Records from a data collection
----
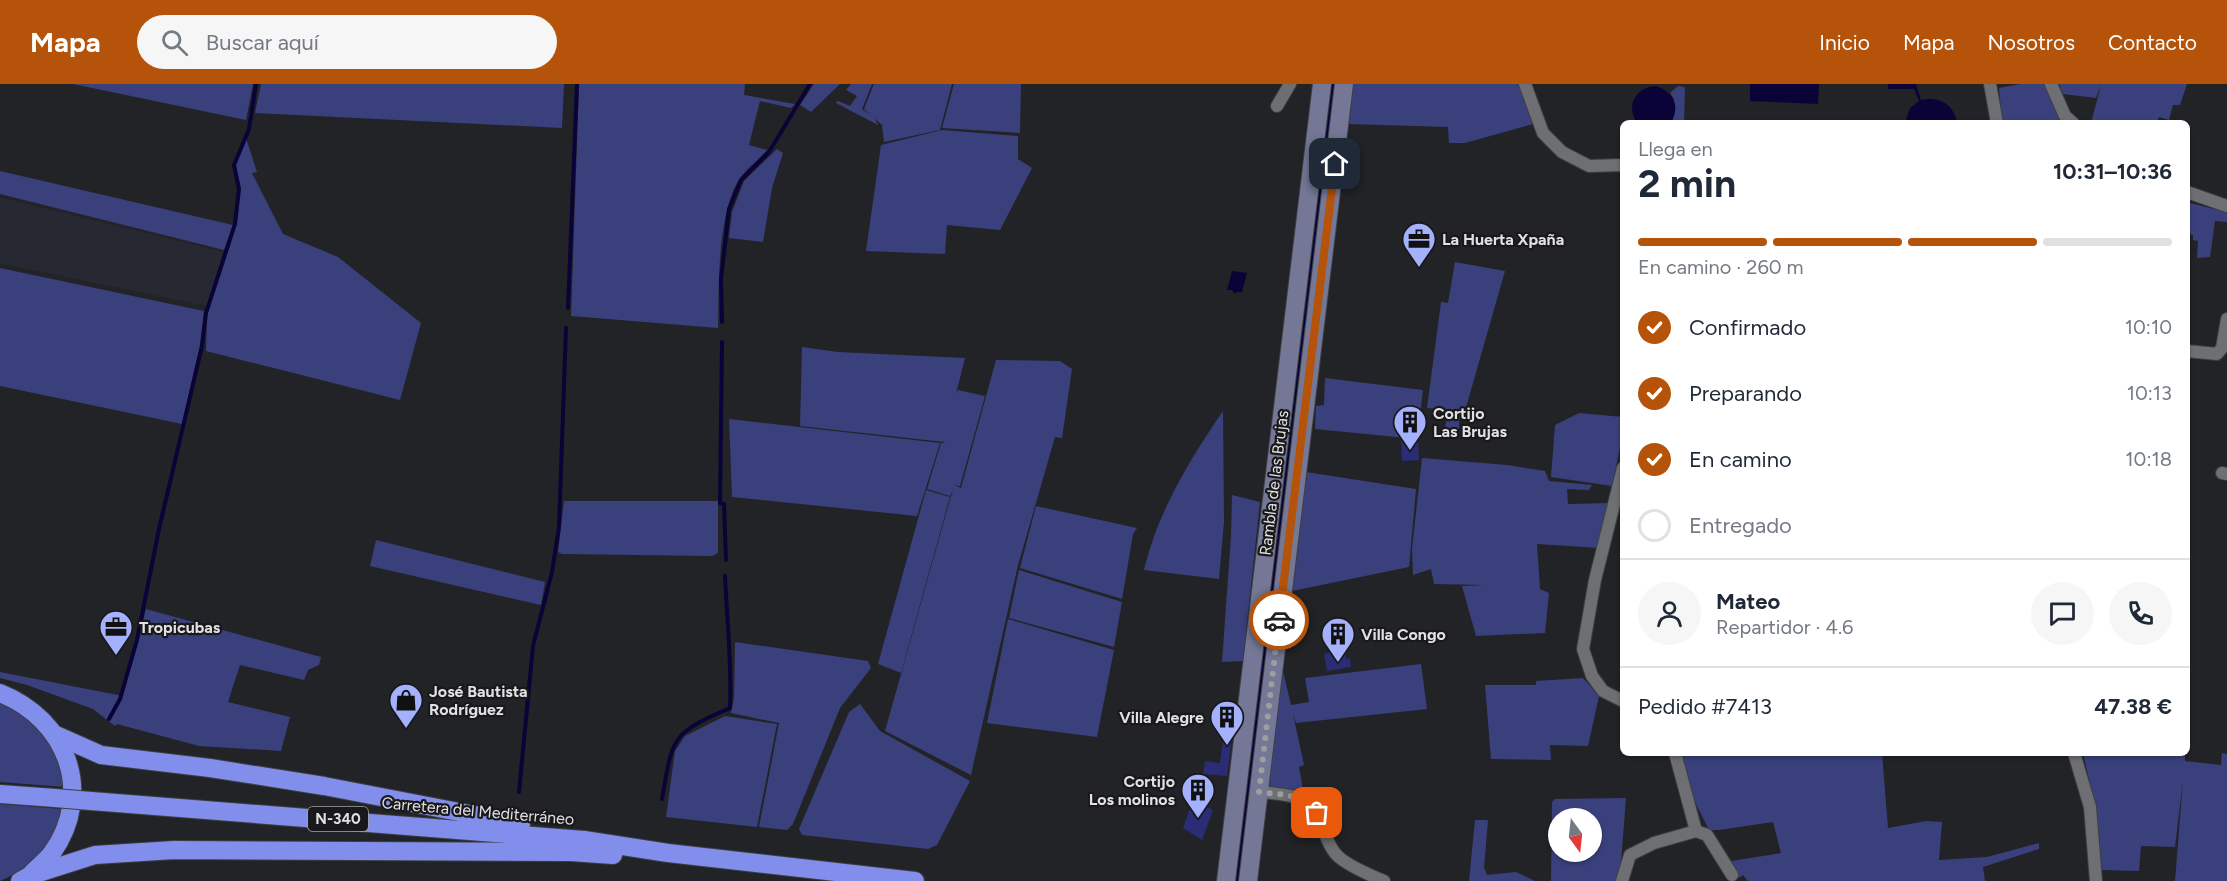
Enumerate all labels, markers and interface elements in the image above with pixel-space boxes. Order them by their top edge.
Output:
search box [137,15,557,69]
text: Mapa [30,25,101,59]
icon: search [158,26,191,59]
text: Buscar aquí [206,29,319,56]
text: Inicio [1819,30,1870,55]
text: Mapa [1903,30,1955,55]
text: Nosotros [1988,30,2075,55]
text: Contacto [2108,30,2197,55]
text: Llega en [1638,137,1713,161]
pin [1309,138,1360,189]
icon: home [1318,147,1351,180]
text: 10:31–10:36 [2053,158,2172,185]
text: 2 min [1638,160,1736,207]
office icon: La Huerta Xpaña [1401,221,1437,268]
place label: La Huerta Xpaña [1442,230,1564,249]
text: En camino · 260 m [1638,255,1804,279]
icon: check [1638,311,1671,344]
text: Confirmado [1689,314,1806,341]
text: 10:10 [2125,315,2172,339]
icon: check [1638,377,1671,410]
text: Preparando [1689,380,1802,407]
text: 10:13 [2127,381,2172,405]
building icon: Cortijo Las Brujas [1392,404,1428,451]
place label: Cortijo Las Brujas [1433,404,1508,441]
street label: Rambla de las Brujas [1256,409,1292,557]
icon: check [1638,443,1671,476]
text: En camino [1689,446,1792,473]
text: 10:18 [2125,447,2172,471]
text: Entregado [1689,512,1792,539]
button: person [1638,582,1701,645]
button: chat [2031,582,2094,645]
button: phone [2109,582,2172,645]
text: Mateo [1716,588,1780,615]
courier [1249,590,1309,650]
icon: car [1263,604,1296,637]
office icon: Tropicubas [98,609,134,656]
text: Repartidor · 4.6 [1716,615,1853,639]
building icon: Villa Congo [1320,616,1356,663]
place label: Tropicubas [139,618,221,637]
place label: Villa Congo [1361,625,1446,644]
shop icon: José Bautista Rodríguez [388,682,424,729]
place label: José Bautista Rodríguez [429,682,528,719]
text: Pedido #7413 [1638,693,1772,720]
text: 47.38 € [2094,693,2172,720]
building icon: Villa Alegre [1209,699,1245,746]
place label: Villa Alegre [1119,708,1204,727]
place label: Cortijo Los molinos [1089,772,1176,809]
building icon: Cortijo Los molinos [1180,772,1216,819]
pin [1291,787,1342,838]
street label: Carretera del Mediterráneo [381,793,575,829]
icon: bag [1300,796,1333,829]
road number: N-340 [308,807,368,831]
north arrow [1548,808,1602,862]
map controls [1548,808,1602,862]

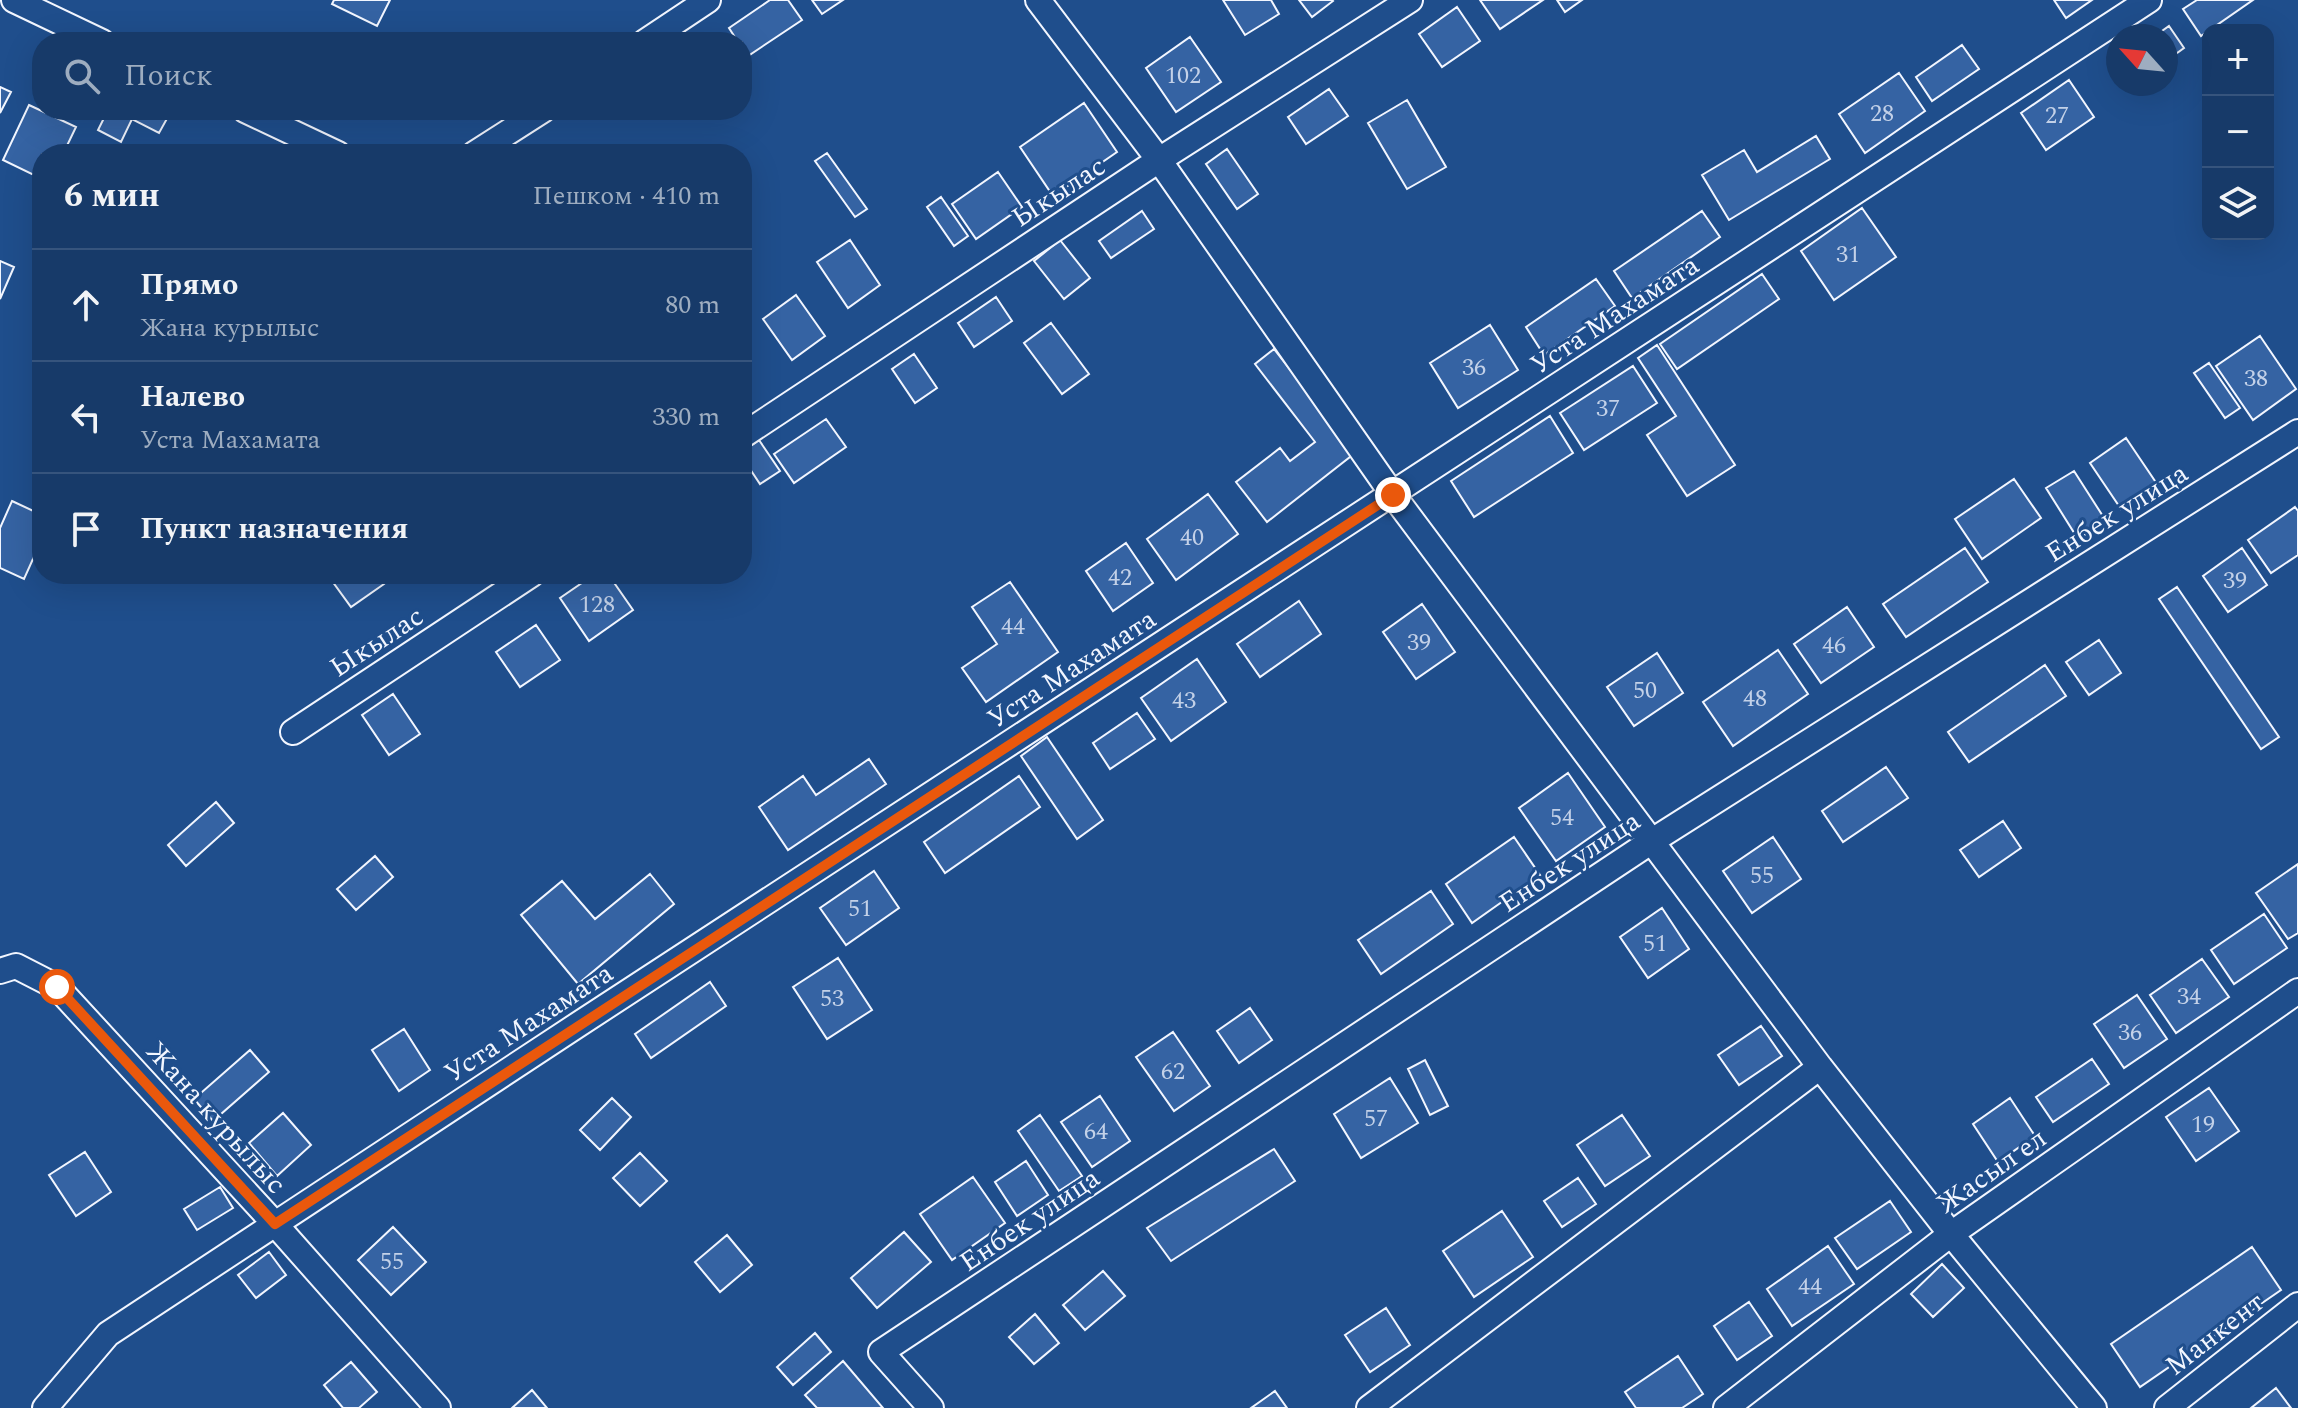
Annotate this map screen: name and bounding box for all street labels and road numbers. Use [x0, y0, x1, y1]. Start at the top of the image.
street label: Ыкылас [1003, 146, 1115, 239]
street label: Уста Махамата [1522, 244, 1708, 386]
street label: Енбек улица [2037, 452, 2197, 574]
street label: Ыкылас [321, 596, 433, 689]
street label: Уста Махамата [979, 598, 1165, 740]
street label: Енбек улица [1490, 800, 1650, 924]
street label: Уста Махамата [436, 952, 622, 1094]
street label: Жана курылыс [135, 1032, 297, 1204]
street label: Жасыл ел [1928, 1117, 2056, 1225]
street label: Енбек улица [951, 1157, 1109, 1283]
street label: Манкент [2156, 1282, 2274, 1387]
----
▸ TASK TO CARRY OUT
The goal is an exact reprint of the entries, leaving out the pictures.

▸ SOLUTION FOR THIS PROBLEM
Enumerate all labels, markers and interface elements in the image above with pixel-space boxes. Order them by their top edge.
Output:
search box [137,15,557,69]
text: Mapa [30,25,101,59]
icon: search [158,26,191,59]
text: Buscar aquí [206,29,319,56]
text: Inicio [1819,30,1870,55]
text: Mapa [1903,30,1955,55]
text: Nosotros [1988,30,2075,55]
text: Contacto [2108,30,2197,55]
text: Llega en [1638,137,1713,161]
pin [1309,138,1360,189]
icon: home [1318,147,1351,180]
text: 10:31–10:36 [2053,158,2172,185]
text: 2 min [1638,160,1736,207]
office icon: La Huerta Xpaña [1401,221,1437,268]
place label: La Huerta Xpaña [1442,230,1564,249]
text: En camino · 260 m [1638,255,1804,279]
icon: check [1638,311,1671,344]
text: Confirmado [1689,314,1806,341]
text: 10:10 [2125,315,2172,339]
icon: check [1638,377,1671,410]
text: Preparando [1689,380,1802,407]
text: 10:13 [2127,381,2172,405]
building icon: Cortijo Las Brujas [1392,404,1428,451]
place label: Cortijo Las Brujas [1433,404,1508,441]
street label: Rambla de las Brujas [1256,409,1292,557]
icon: check [1638,443,1671,476]
text: En camino [1689,446,1792,473]
text: 10:18 [2125,447,2172,471]
text: Entregado [1689,512,1792,539]
button: person [1638,582,1701,645]
button: chat [2031,582,2094,645]
button: phone [2109,582,2172,645]
text: Mateo [1716,588,1780,615]
courier [1249,590,1309,650]
icon: car [1263,604,1296,637]
office icon: Tropicubas [98,609,134,656]
text: Repartidor · 4.6 [1716,615,1853,639]
building icon: Villa Congo [1320,616,1356,663]
place label: Tropicubas [139,618,221,637]
place label: Villa Congo [1361,625,1446,644]
shop icon: José Bautista Rodríguez [388,682,424,729]
place label: José Bautista Rodríguez [429,682,528,719]
text: Pedido #7413 [1638,693,1772,720]
text: 47.38 € [2094,693,2172,720]
building icon: Villa Alegre [1209,699,1245,746]
place label: Villa Alegre [1119,708,1204,727]
place label: Cortijo Los molinos [1089,772,1176,809]
building icon: Cortijo Los molinos [1180,772,1216,819]
pin [1291,787,1342,838]
street label: Carretera del Mediterráneo [381,793,575,829]
icon: bag [1300,796,1333,829]
road number: N-340 [308,807,368,831]
north arrow [1548,808,1602,862]
map controls [1548,808,1602,862]

Annotate this map screen: name and bounding box for all street labels and road numbers. Use [x0, y0, x1, y1]. Start at the top of the image.
street label: Ыкылас [1003, 146, 1115, 239]
street label: Уста Махамата [1522, 244, 1708, 386]
street label: Енбек улица [2037, 452, 2197, 574]
street label: Ыкылас [321, 596, 433, 689]
street label: Уста Махамата [979, 598, 1165, 740]
street label: Енбек улица [1490, 800, 1650, 924]
street label: Уста Махамата [436, 952, 622, 1094]
street label: Жана курылыс [135, 1032, 297, 1204]
street label: Жасыл ел [1928, 1117, 2056, 1225]
street label: Енбек улица [951, 1157, 1109, 1283]
street label: Манкент [2156, 1282, 2274, 1387]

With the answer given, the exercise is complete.